The NCAA jumped on some of the admittedly more absurd outcomes under such a scheme, like how a walk-on basketball player at Stanford would have made over $300,000 selling his broadcast rights, but Andrew Luck would have made about $40,000. This, the NCAA claims, illustrates the lack of common issues amongst the class and the conflicts within it. Because athletes would not agree to such a system in the free market, each athlete must prove what his broadcast rights are worth. Each athlete who proves he deserves a bigger portion of TV revenue reduces how much the rest of class has to fight over.

The NCAA also raises a number of defenses to the claim that athletes have broadcast rights to sell in the first place. The NCAA points to the First Amendment, copyright law, and some state laws to argue that athletes do not have a publicity right they can sell in sports broadcasts. The state laws would be especially problematic for the plaintiffs as they raise a major issue that cannot have a common answer for the entire class.

The oddest thing about the NCAA’s filing opposing certification of the class is that it does not really explain why the NCAA is not liable at all. Instead what it does is explain why each athlete should have to file a separate lawsuit. But in doing so, the NCAA is required to blueprint how it could be picked to death by hundreds or thousands of individual lawsuits over the next decade.

The hearing on class certification is set for June of this year, with trial to commence in July 2014. The moral of the story so far is that neither side has dealt a crushing blow, and each believes it has a very strong hand to play in the coming months and years.

One Response to “The NCAA’s Current Legal Argument in O’Bannon”

  1. NCAA BBALL Tourney Represents Bad Timing for NCAA

    The NCAA’s argument about a walk-on in one sport receiving 300k while a star QB in another sport receives 40k as evidence that such a system would be clearly not “common-sensical” is a bad, and losing argument.

    The sports scene is littered with “free market” examples of athletes who’s split of a guaranteed TV money is a very small amount, with the stars of the sport receiving comparatively much less than other ancillary entities (see NASCAR, PGA, PBR, TV revenue payouts for NFL players vs. NFL referees, ect). The athletes and competitors agree to these deals since the lions share of their revenue will flow from prize money and endorsements.

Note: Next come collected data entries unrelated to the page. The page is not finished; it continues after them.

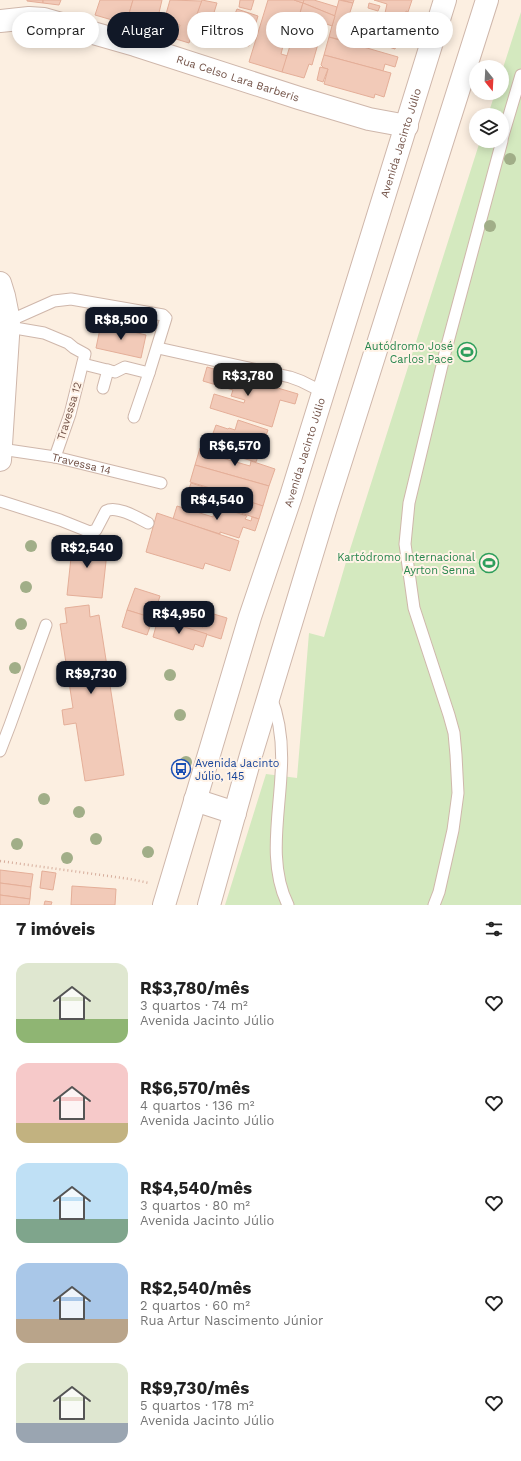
<!DOCTYPE html>
<html lang="pt">
<meta charset="utf-8">
<style>
:root{--surface:#fff;--page:#f2f2f2;--text:#222;--muted:#767676;--accent:#111827}
body{margin:0;font-family:"Work Sans",sans-serif;background:var(--page);color:var(--text);height:100vh;display:flex;flex-direction:column;font-size:15px;white-space:nowrap}
*{box-sizing:border-box;margin:0}
p{font-size:13px;color:var(--muted)}
.icon{flex:none;width:22px;height:22px;fill:none;stroke:currentColor;stroke-width:2;stroke-linecap:round;stroke-linejoin:round}
.map{position:relative;height:905px;overflow:hidden}
.details{display:flex;flex-direction:column;background:var(--surface);flex:1}
.details>*{flex:none}
.banner{position:absolute;left:12px;top:12px;width:497px;height:36px;display:flex;gap:8px}
.needle{width:26px;rotate:162deg}
.controls{position:absolute;left:469px;top:60px;display:grid;gap:8px}
.controls a{display:grid;place-items:center;width:40px;height:40px;border-radius:50%;background:var(--surface);box-shadow:0 2px 10px #0003;font-size:20px}
.price{position:absolute;translate:-50% -34px;padding:0 9px;border-radius:8px;background:var(--accent);color:#fff;font-size:13px;line-height:26px;filter:drop-shadow(0 1px 2px #0008)}
.price::after{content:'';position:absolute;left:50%;top:24px;width:12px;height:9px;margin-left:-6px;background:inherit;clip-path:polygon(0 0,100% 0,50% 100%)}
.price.on{background:#222;color:#fff}
ul{padding:0;list-style:none}
li{display:flex;align-items:center;gap:12px;height:100px;padding:0 16px}
li span{display:grid;place-items:center;flex:none;width:112px;height:80px;border-radius:12px;color:#555}
li>.icon{margin-inline-start:auto}
span .icon{width:48px;height:48px;fill:#fffc;stroke-width:1}
li b{font-size:17px}
h2{display:flex;justify-content:space-between;align-items:center;height:48px;padding:0 16px;font-size:17px}
.pill{padding:0 14px;border-radius:18px;background:var(--surface);box-shadow:0 2px 10px #0003;font-size:14px;line-height:36px}
.pill.on{background:var(--accent);color:#fff}
.map>svg:first-child{display:block}
.park{fill:#d4e9bf}
.building{fill:#f2cab8;stroke:#e4ae98}
.lines{fill:none;stroke-linecap:round;stroke-linejoin:round}
.service-casing{stroke:#cfb7ab;stroke-width:13}
.minor-casing{stroke:#cfb7ab;stroke-width:24}
.tertiary-casing{stroke:#cfb7ab;stroke-width:24}
.path{stroke:#d6ad9c;stroke-width:2.5;stroke-dasharray:1 3;stroke-linecap:butt}
.service{stroke:#fff;stroke-width:11}
.minor{stroke:#fff;stroke-width:22}
.tertiary{stroke:#fff;stroke-width:22}
.tree{fill:#a1ae88}
.labels{text-anchor:middle;stroke-width:4;stroke-linejoin:round;paint-order:stroke}
.street-label{font-size:11px;fill:#735348;stroke:#fff3e7}
.leisure-label{font-size:11px;fill:#27864d;stroke:#fff3e7;text-anchor:end}
.transit-label{font-size:11px;fill:#164399;stroke:#fff3e7;text-anchor:start}
</style>
<div class="map">
<svg width="521" height="905" viewBox="0 0 521 905">
<rect width="100%" height="100%" fill="#fcefe1"/>
<path class="park" d="M521,12V905H225L266,774L297,778L309,633L324,637L346,562L480,141H502V115H488L495,93H502V71Z"/>
<g class="building">
<path d="M27,0H43V3L27,1Z"/>
<path d="M43,0H61L59,5L43,3Z"/>
<path d="M100,0H133L126,24L95,15Z"/>
<path d="M133,0H162L158,17L162,19L157,33L126,24Z"/>
<path d="M170,0L202,1L189,43L176,39L180,25L164,21Z"/>
<path d="M202,0L217,3L211,22L196,17Z"/>
<path d="M240,0H254L251,10L239,7Z"/>
<path d="M268,0H294L303,3L290,48L283,46L281,54L288,56L282,72L249,62Z"/>
<path d="M294,0H304L303,3Z"/>
<path d="M304,0H314L337,7L335,16L303,3Z"/>
<path d="M339,0L353,3L341,40L329,37Z"/>
<path d="M342,0H354L353,3Z"/>
<path d="M374,0H412L408,12L406,11L404,19L385,13L387,4Z"/>
<path d="M303,3L335,16L332,26L305,16L304,20L323,26L312,65L309,64L304,78L282,72Z"/>
<path d="M369,3L380,6L378,11L368,8Z"/>
<path d="M237,9L258,16L249,46L225,40L231,15L234,16Z"/>
<path d="M372,14L403,24L395,49L370,41L371,38L365,37Z"/>
<path d="M329,37L398,57L395,67L385,64L383,71L324,55Z"/>
<path d="M324,55L391,73L384,97L375,94L374,98L324,84L328,69L324,68L321,65Z"/>
<path d="M320,67L328,69L323,82L317,80Z"/>
<path d="M101,324L146,335L141,358L96,348Z"/>
<path d="M207,367L298,394L295,404L280,400L272,427L210,408L214,394L244,403L245,400L231,396L233,390L203,381Z"/>
<path d="M238,420L268,430L256,462L235,456L238,447L225,443L222,452L208,447L216,425L228,429L229,428L235,430Z"/>
<path d="M200,448L223,454L222,458L250,466L251,461L275,469L269,486L195,465Z"/>
<path d="M195,465L269,486L263,506L240,499V497L190,482Z"/>
<path d="M191,483L263,506L259,519L220,506L207,503V501L187,495Z"/>
<path d="M177,506L213,517L216,506L247,516L245,519L251,521L252,517L259,519L255,531L243,527L239,538L220,532V534L173,519Z"/>
<path d="M157,513L239,541L230,571L205,563L203,569L146,552Z"/>
<path d="M73,539L108,543L102,598L67,595Z"/>
<path d="M135,588L160,596L153,618L127,610Z"/>
<path d="M89,605L90,617L99,615L124,775L85,781L76,723L64,725L62,710L73,708L60,624L67,623L65,608Z"/>
<path d="M163,606L190,615L188,622L203,627L207,612L227,618L221,639L158,619Z"/>
<path d="M127,610L153,618L147,635L122,627Z"/>
<path d="M158,619L207,634L203,647L195,644L193,650L153,637Z"/>
<path d="M0,870L33,874L31,887L0,883Z"/>
<path d="M42,871L56,873L53,890L40,888Z"/>
<path d="M0,883L31,887L30,899L0,895Z"/>
<path d="M72,886L116,889L115,905H71Z"/>
<path d="M0,895L30,899L29,905H0Z"/>
<path d="M45,901L52,902L51,905H44Z"/>
</g>
<g class="lines">
<g class="service-casing">
<g id="service">
<path d="M502,139L521,75"/>
<path d="M9,321L54,301L71,299L163,315L166,318L149,373L125,367L115,372L83,364"/>
<path d="M9,327L44,333L68,343L74,348L85,354L70,414L55,457"/>
<path d="M158,348L290,377L301,381L323,392"/>
<path d="M103,388L108,370"/>
<path d="M134,417L149,373"/>
<path id="s1" d="M1,449L55,457L161,483"/>
<path d="M0,501L60,520L90,532L96,530L106,511C117,505 138,518 148,523"/>
<path d="M271,697C281,722 283,748 281,775C279,817 268,865 288,905"/>
<path d="M0,751L10,725L46,625"/>
<path d="M434,905L439,892L453,830L458,793L456,755L454,733L449,715L414,608L405,544L409,503L445,353L502,141"/>
</g>
</g>
<g class="minor-casing">
<g id="minor">
<path id="s2" d="M0,21L29,18L44,19L135,45L299,98L369,119L407,126"/>
<path d="M0,283L4,296L9,321L0,460"/>
</g>
</g>
<g class="tertiary-casing">
<g id="tertiary">
<path d="M195,800L235,813"/>
<path id="s3" d="M164,905L250,617L291,496L445,0"/>
<path d="M209,905L251,755L325,511L487,0"/>
</g>
</g>
<path class="path" d="M0,861L130,879L149,883"/>
<use href="#service" class="service"/>
<use href="#minor" class="minor"/>
<use href="#tertiary" class="tertiary"/>
</g>
<g class="tree">
<circle cx="510" cy="159" r="6"/>
<circle cx="490" cy="226" r="6"/>
<circle cx="31" cy="546" r="6"/>
<circle cx="26" cy="587" r="6"/>
<circle cx="21" cy="624" r="6"/>
<circle cx="15" cy="668" r="6"/>
<circle cx="170" cy="675" r="6"/>
<circle cx="180" cy="715" r="6"/>
<circle cx="186" cy="762" r="6"/>
<circle cx="44" cy="799" r="6"/>
<circle cx="79" cy="812" r="6"/>
<circle cx="96" cy="839" r="6"/>
<circle cx="17" cy="844" r="6"/>
<circle cx="148" cy="852" r="6"/>
<circle cx="67" cy="858" r="6"/>
</g>
<defs>
<g id="stadium-ring" transform="scale(1)"><circle r="9.5" fill="#fff3e7" stroke="#2e9e5b" stroke-width="1.5"/><path d="M0-5a6.5 5 0 1 0 0 10a6.5 5 0 1 0 0-10ZM-3.5-1.8h7v3.6h-7Z" fill="#2e9e5b"/></g>
<g id="bus-ring" transform="scale(1)"><circle r="9.5" fill="#fff3e7" stroke="#1a4fb4" stroke-width="1.5"/><path d="M-5-6H5V4H4V6H2V4H-2V6H-4V4H-5ZM-3.5-4V0h7V-4ZM-3.5 1.2v1.5H-2V1.2ZM2 1.2v1.5H3.5V1.2Z" fill="#1a4fb4"/></g>
</defs>
<g fill-rule="evenodd">
<use href="#stadium-ring" x="467" y="352"/>
<use href="#stadium-ring" x="489" y="563"/>
<use href="#bus-ring" x="181" y="769"/>
</g>
<g class="labels">
<g class="street-label">
<text dy="4" stroke="none"><textPath href="#s2" startOffset="247">Rua Celso Lara Barberis</textPath></text>
<text dy="4" stroke="none"><textPath href="#s3" startOffset="798">Avenida Jacinto Júlio</textPath></text>
<text transform="translate(69 411) rotate(-73)" y="4">Travessa 12</text>
<text dy="4" stroke="none"><textPath href="#s3" startOffset="474">Avenida Jacinto Júlio</textPath></text>
<text dy="4" stroke="none"><textPath href="#s1" startOffset="82">Travessa 14</textPath></text>
</g>
<g class="leisure-label">
<text x="453" y="350">Autódromo José<tspan x="453" dy="13">Carlos Pace</tspan></text>
<text x="475" y="561">Kartódromo Internacional<tspan x="475" dy="13">Ayrton Senna</tspan></text>
</g>
<g class="transit-label">
<text x="195" y="767">Avenida Jacinto<tspan x="195" dy="13">Júlio, 145</tspan></text>
</g>
</g>
</svg>
<div class="controls">
<a><svg class="needle" viewBox="-14 -14 28 28"><path d="M0-13l5 13h-10z" fill="#e53935"/><path d="M0 13l5-13h-10z" fill="#767676"/></svg></a>
<a><svg class="icon" aria-label="layers" viewBox="0 0 24 24"><path d="M12 4l9 5-9 5-9-5zM3 14l9 5 9-5"/></svg></a>
</div>
<b class="price" style="left:121px;top:341px">R$8,500</b>
<b class="price on" style="left:248px;top:397px">R$3,780</b>
<b class="price" style="left:235px;top:467px">R$6,570</b>
<b class="price" style="left:217px;top:521px">R$4,540</b>
<b class="price" style="left:87px;top:569px">R$2,540</b>
<b class="price" style="left:179px;top:635px">R$4,950</b>
<b class="price" style="left:91px;top:695px">R$9,730</b>
<div class="banner">
<a class="pill">Comprar</a>
<a class="pill on">Alugar</a>
<a class="pill">Filtros</a>
<a class="pill">Novo</a>
<a class="pill">Apartamento</a>
</div>
</div>
<section class="details">
<h2>7 imóveis<svg class="icon" aria-label="filters" viewBox="0 0 24 24"><path d="M4 7h16M4 17h16"/><circle cx="9" cy="7" r="2"/><circle cx="15" cy="17" r="2"/></svg></h2>
<ul>
<li><span style="background:linear-gradient(#dfe7d0 70%,#8fb573 0)"><svg class="icon" aria-label="home" viewBox="0 0 24 24"><path d="M3 11l9-7 9 7M6 9v11h12V9"/></svg></span><div><b>R$3,780/mês</b><p>3 quartos · 74 m²</p><p>Avenida Jacinto Júlio</p></div><svg class="icon" aria-label="heart" viewBox="0 0 24 24"><path d="M12 20l-8-8c-3-5 5-10 8-4 3-6 11-1 8 4z"/></svg></li>
<li><span style="background:linear-gradient(#f6c9c9 75%,#c2b280 0)"><svg class="icon" aria-label="home" viewBox="0 0 24 24"><path d="M3 11l9-7 9 7M6 9v11h12V9"/></svg></span><div><b>R$6,570/mês</b><p>4 quartos · 136 m²</p><p>Avenida Jacinto Júlio</p></div><svg class="icon" aria-label="heart" viewBox="0 0 24 24"><path d="M12 20l-8-8c-3-5 5-10 8-4 3-6 11-1 8 4z"/></svg></li>
<li><span style="background:linear-gradient(#bfe0f5 70%,#7fa58c 0)"><svg class="icon" aria-label="home" viewBox="0 0 24 24"><path d="M3 11l9-7 9 7M6 9v11h12V9"/></svg></span><div><b>R$4,540/mês</b><p>3 quartos · 80 m²</p><p>Avenida Jacinto Júlio</p></div><svg class="icon" aria-label="heart" viewBox="0 0 24 24"><path d="M12 20l-8-8c-3-5 5-10 8-4 3-6 11-1 8 4z"/></svg></li>
<li><span style="background:linear-gradient(#a9c7e8 70%,#b9a48a 0)"><svg class="icon" aria-label="home" viewBox="0 0 24 24"><path d="M3 11l9-7 9 7M6 9v11h12V9"/></svg></span><div><b>R$2,540/mês</b><p>2 quartos · 60 m²</p><p>Rua Artur Nascimento Júnior</p></div><svg class="icon" aria-label="heart" viewBox="0 0 24 24"><path d="M12 20l-8-8c-3-5 5-10 8-4 3-6 11-1 8 4z"/></svg></li>
<li><span style="background:linear-gradient(#dfe7d0 75%,#9aa5b1 0)"><svg class="icon" aria-label="home" viewBox="0 0 24 24"><path d="M3 11l9-7 9 7M6 9v11h12V9"/></svg></span><div><b>R$9,730/mês</b><p>5 quartos · 178 m²</p><p>Avenida Jacinto Júlio</p></div><svg class="icon" aria-label="heart" viewBox="0 0 24 24"><path d="M12 20l-8-8c-3-5 5-10 8-4 3-6 11-1 8 4z"/></svg></li>
</ul>
</section>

    With the NCAA basketball tournament set to kick off, this is an especially troubling example for the NCAA, as their “credit” system, which is literally millions of dollars of prize money per tournament win, is paid entirely from TV revenue, and completely in consideration of which teams “win”. This then stands to reason, that star basketball players will actually make more money (that’s common sense) then walk-on players on bad teams, or players of other sports who’s tournament is not so highly regarded (again common sense). With the NCAA’s new Football Playoff set to kick off, and the TV revenue earned therein, it similarly stands to reason that star FB players who play in, and advance within the NCAA tournament, will earn more money than walk-on players on bad teams, or players in other sports who’s playoff system is not so highly coveted (again, that’s just common sense). Agreeing to a small guaranteed split of TV money for all, in return for a share of the TV money in the form of prize money is standard business practice for individual athletes and competitors, and the NCAA even currently (see the NCAA bball credits) does the same. The only iteration is paying the players, instead of the “school” / administrators.

    Thus, the NCAA cannot possibly claim “athlete’s wouldn’t agree to any sort of uniform revenue split, because such an outcome would defy common sense” when the exact system they set-up itself defies commone-sense. The NCAA prohibits athletes from receiving endorsements and prize money (the revenue stream available to every other competing athlete (yes, even Olympic runners despite the singlet prohibition)), yet athletes still agree to play and sign up in droves. Arguing “common sense” when the system itself is completely uncommon-sensical is a bad argument, since, by definition, the athletes would indeed agree to such a deal since because of the NCAA’s own illogical and unreasonable operating bylaws and competition framework.